Part of the book series: Lecture Notes in Electrical Engineering ((LNEE,volume 427))

Abstract

User satisfaction is often considered as the objective that should be achieved by spoken dialogue systems. This is why the reward function of Spoken Dialogue Systems (SDS) trained by Reinforcement Learning (RL) is often designed to reflect user satisfaction. To do so, the state space representation should be based on features capturing user satisfaction characteristics such as the mean speech recognition confidence score for instance. On the other hand, for deployment in industrial systems there is a need for state representations that are understandable by system engineers. In this article, we propose to represent the state space using a Genetic Sparse Distributed Memory. This is a state aggregation method computing state prototypes which are selected so as to lead to the best linear representation of the value function in RL. To do so, previous work on Genetic Sparse Distributed Memory for classification is adapted to the Reinforcement Learning task and a new way of building the prototypes is proposed.
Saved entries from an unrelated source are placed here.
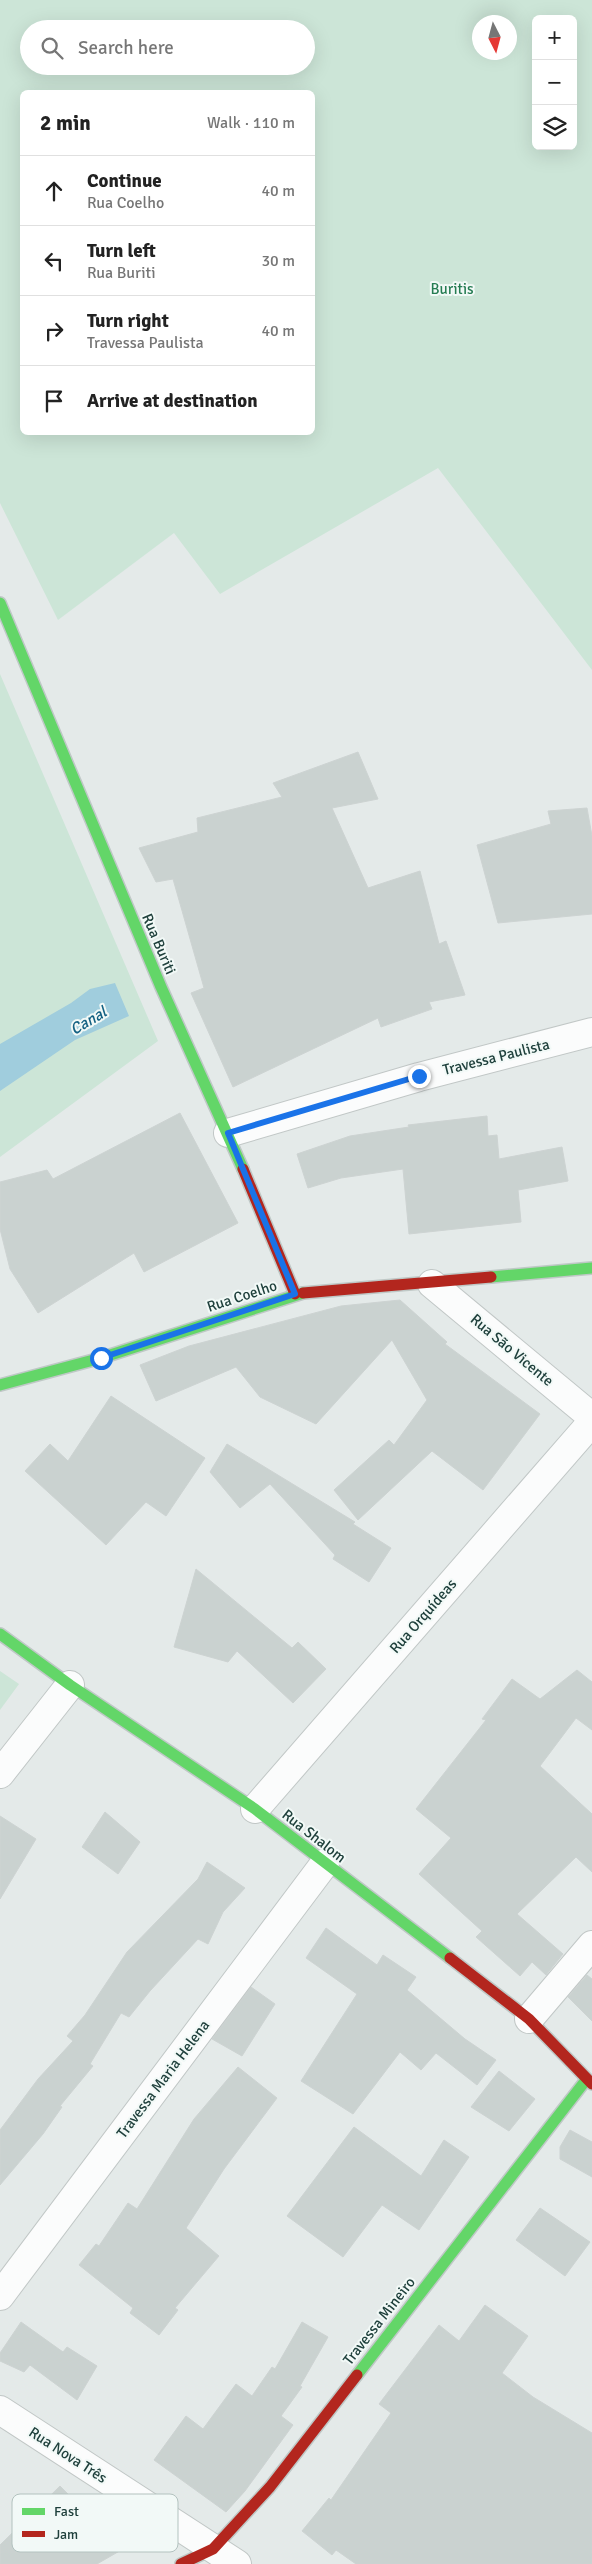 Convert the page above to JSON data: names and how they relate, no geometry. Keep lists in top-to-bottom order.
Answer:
{
  "streets": {
    "street": [
      "Rua Buriti",
      "Travessa Paulista",
      "Rua Coelho",
      "Rua São Vicente",
      "Rua Orquídeas",
      "Rua Shalom",
      "Travessa Maria Helena",
      "Travessa Mineiro",
      "Rua Nova Três"
    ]
  },
  "crossings": [
    ["Rua Buriti", "Travessa Paulista"],
    ["Rua Buriti", "Rua Coelho"],
    ["Rua Coelho", "Rua São Vicente"],
    ["Rua Orquídeas", "Rua Shalom"],
    ["Rua Shalom", "Travessa Maria Helena"],
    ["Rua Shalom", "Travessa Mineiro"],
    ["Travessa Mineiro", "Rua Nova Três"]
  ],
  "water": ["Canal"],
  "parks": ["Buritis"],
  "legend": ["Fast", "Jam"],
  "north": "bottom",
  "page": {
    "map_buttons": ["+", "−"],
    "search": "Search here",
    "heading": ["2 min", "Walk · 110 m"],
    "list": [
      ["Continue", "Rua Coelho", "40 m"],
      ["Turn left", "Rua Buriti", "30 m"],
      ["Turn right", "Travessa Paulista", "40 m"],
      "Arrive at destination"
    ]
  }
} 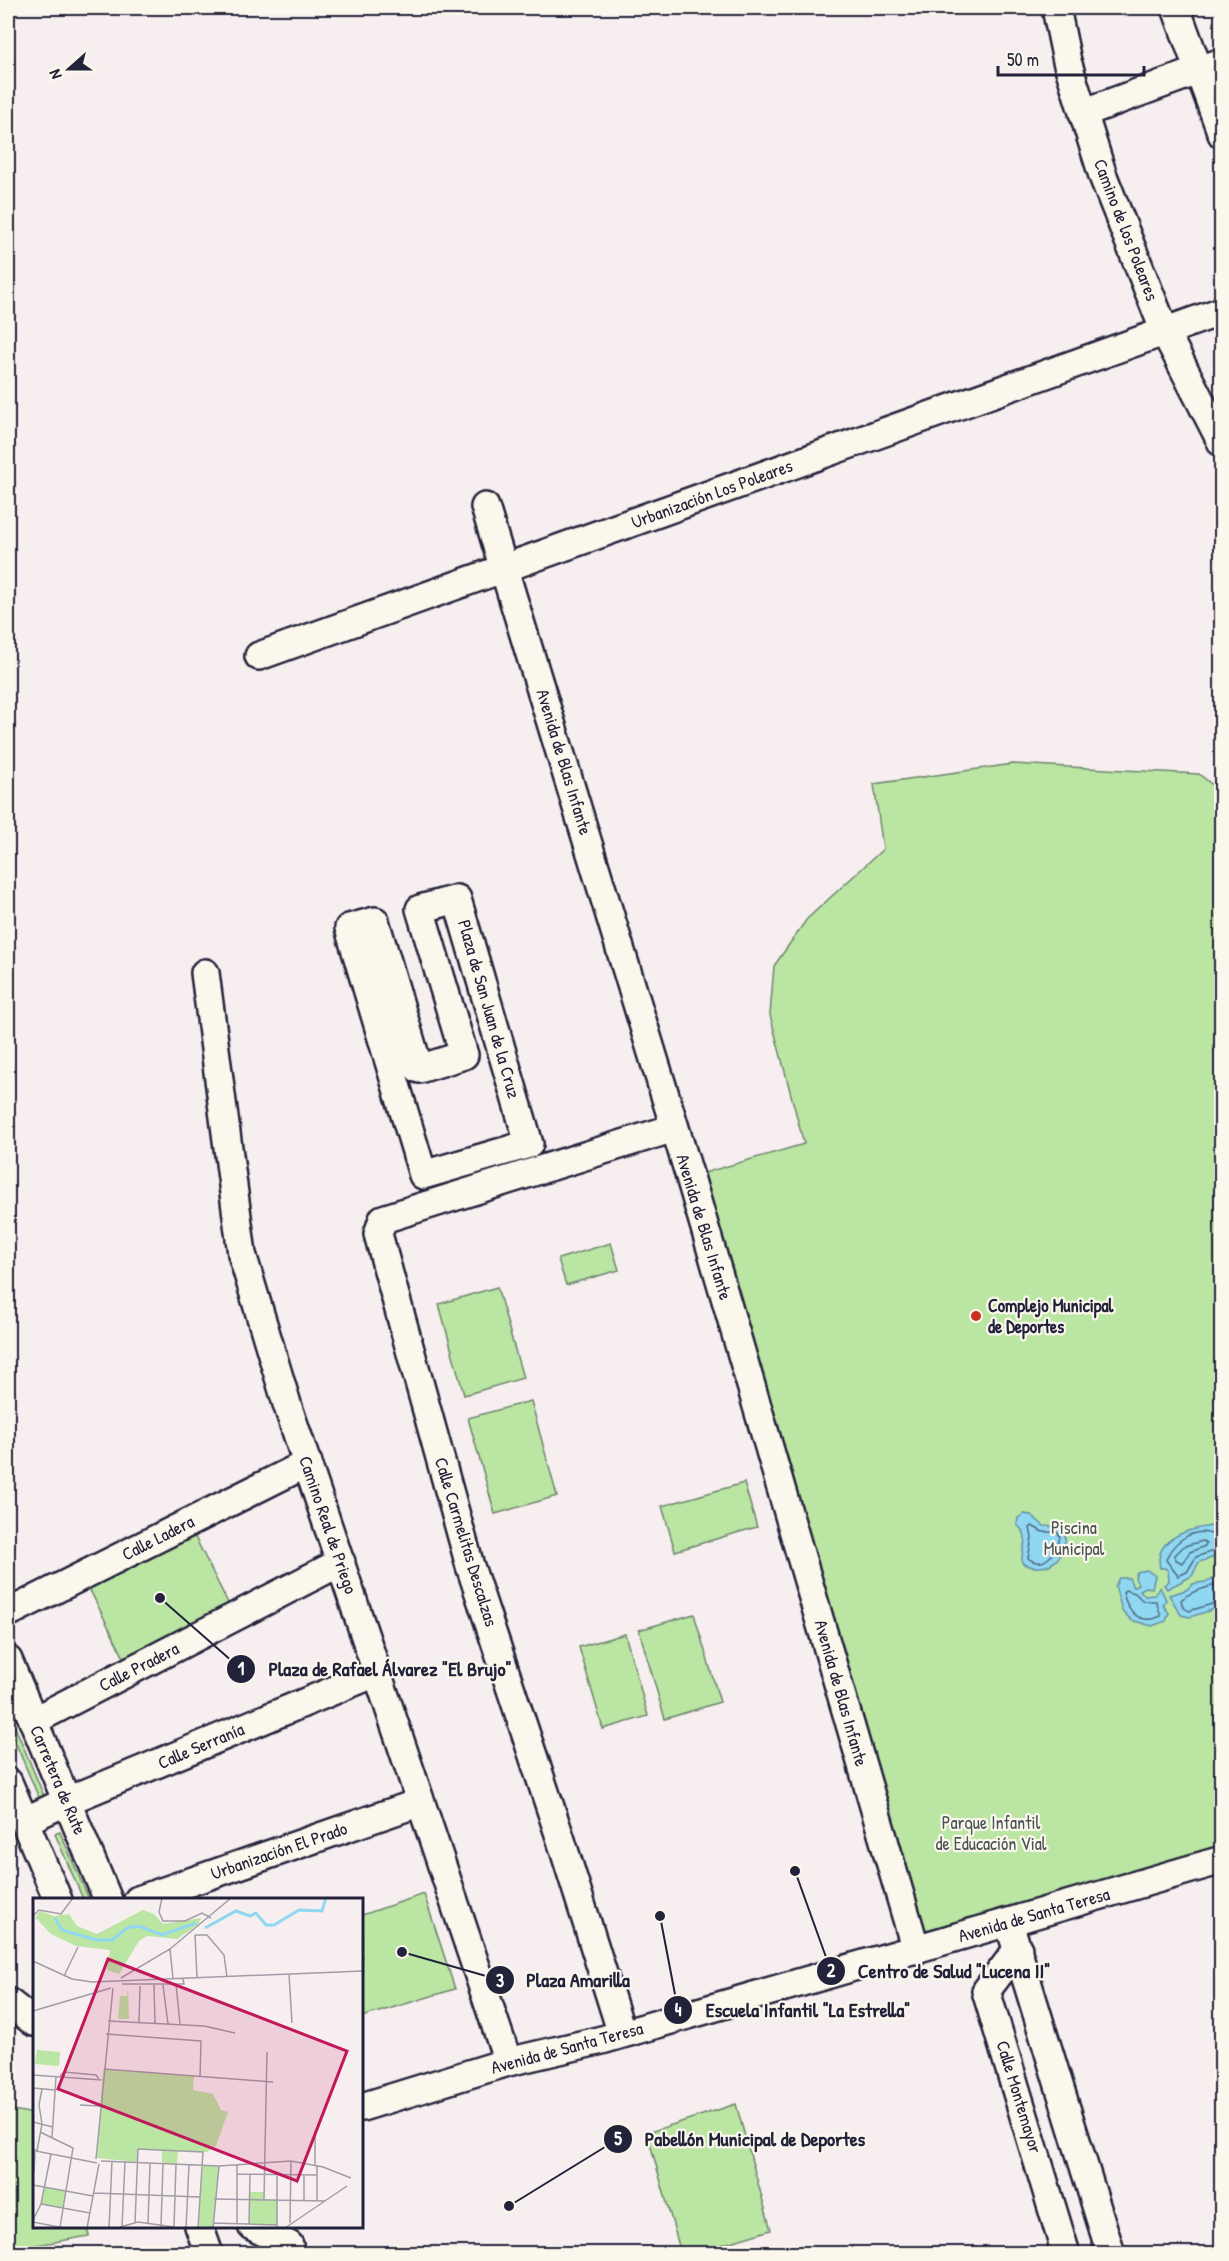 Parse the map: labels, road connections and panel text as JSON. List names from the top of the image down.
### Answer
{
  "streets": {
    "street": [
      "Camino de los Poleares",
      "Urbanización Los Poleares",
      "Avenida de Blas Infante",
      "Plaza de San Juan de la Cruz",
      "Camino Real de Priego",
      "Calle Ladera",
      "Calle Carmelitas Descalzas",
      "Calle Pradera",
      "Calle Serranía",
      "Carretera de Rute",
      "Urbanización El Prado",
      "Avenida de Santa Teresa",
      "Calle Montemayor"
    ]
  },
  "crossings": [
    ["Camino de los Poleares", "Urbanización Los Poleares"],
    ["Urbanización Los Poleares", "Avenida de Blas Infante"],
    ["Avenida de Blas Infante", "Calle Carmelitas Descalzas"],
    ["Avenida de Blas Infante", "Avenida de Santa Teresa"],
    ["Camino Real de Priego", "Calle Ladera"],
    ["Camino Real de Priego", "Calle Pradera"],
    ["Camino Real de Priego", "Calle Serranía"],
    ["Camino Real de Priego", "Urbanización El Prado"],
    ["Camino Real de Priego", "Avenida de Santa Teresa"],
    ["Calle Carmelitas Descalzas", "Avenida de Santa Teresa"],
    ["Calle Pradera", "Carretera de Rute"],
    ["Calle Serranía", "Carretera de Rute"]
  ],
  "parks": ["Piscina Municipal", "Parque Infantil de Educación Vial"],
  "places": [
    "Complejo Municipal de Deportes",
    "Plaza de Rafael Álvarez \"El Brujo\"",
    "Centro de Salud \"Lucena II\"",
    "Escuela Infantil \"La Estrella\"",
    "Plaza Amarilla",
    "Pabellón Municipal de Deportes"
  ],
  "scale_bar": "50 m",
  "north": "left"
} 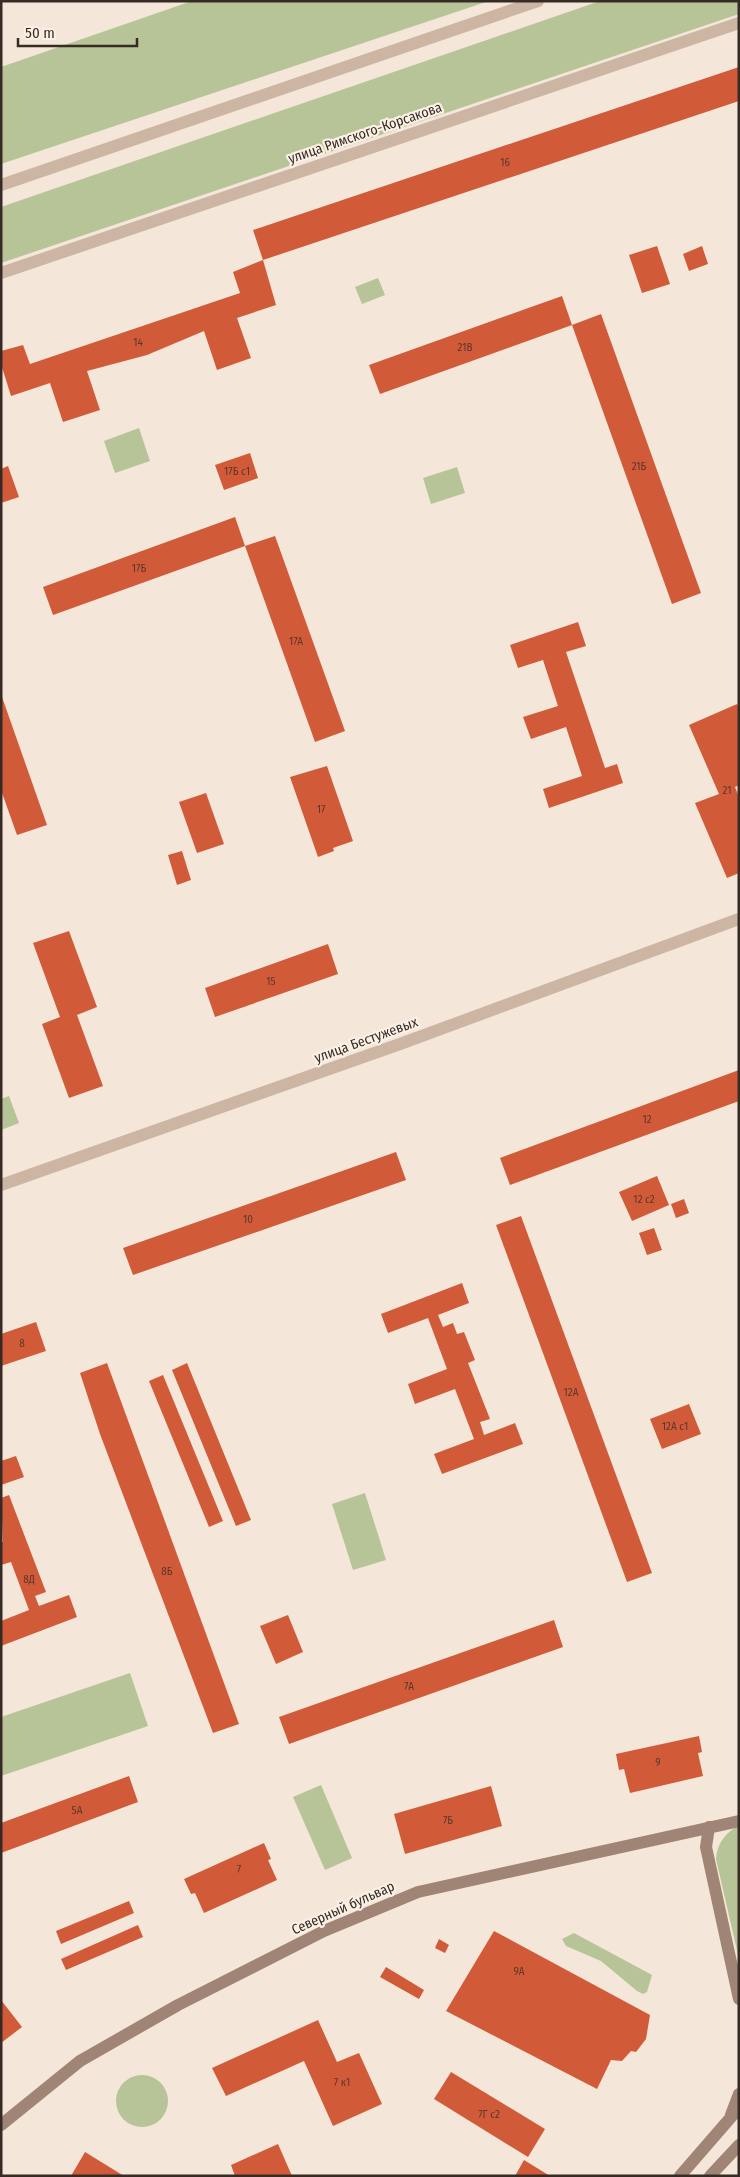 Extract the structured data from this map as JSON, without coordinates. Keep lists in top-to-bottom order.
{
  "streets": {
    "main road": ["Северный бульвар"],
    "street": ["улица Римского-Корсакова", "улица Бестужевых"]
  },
  "house_numbers": [
    "16",
    "14",
    "21В",
    "21Б",
    "17Б с1",
    "17Б",
    "17А",
    "21",
    "17",
    "15",
    "12",
    "12 с2",
    "10",
    "8",
    "12А",
    "12А с1",
    "8Б",
    "8Д",
    "7А",
    "9",
    "5А",
    "7Б",
    "7",
    "9А",
    "7 к1",
    "7Г с2"
  ],
  "scale_bar": "50 m"
}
The approach is tested on a corpus of dialogues collected with an appointment scheduling system. The results are compared to a grid-based linear parametrisation. It is shown that learning is accelerated and made more memory efficient. It is also shown that the framework is scalable in that it is possible to include many dialogue features in the representation, interpret the resulting policy and identify the most important dialogue features.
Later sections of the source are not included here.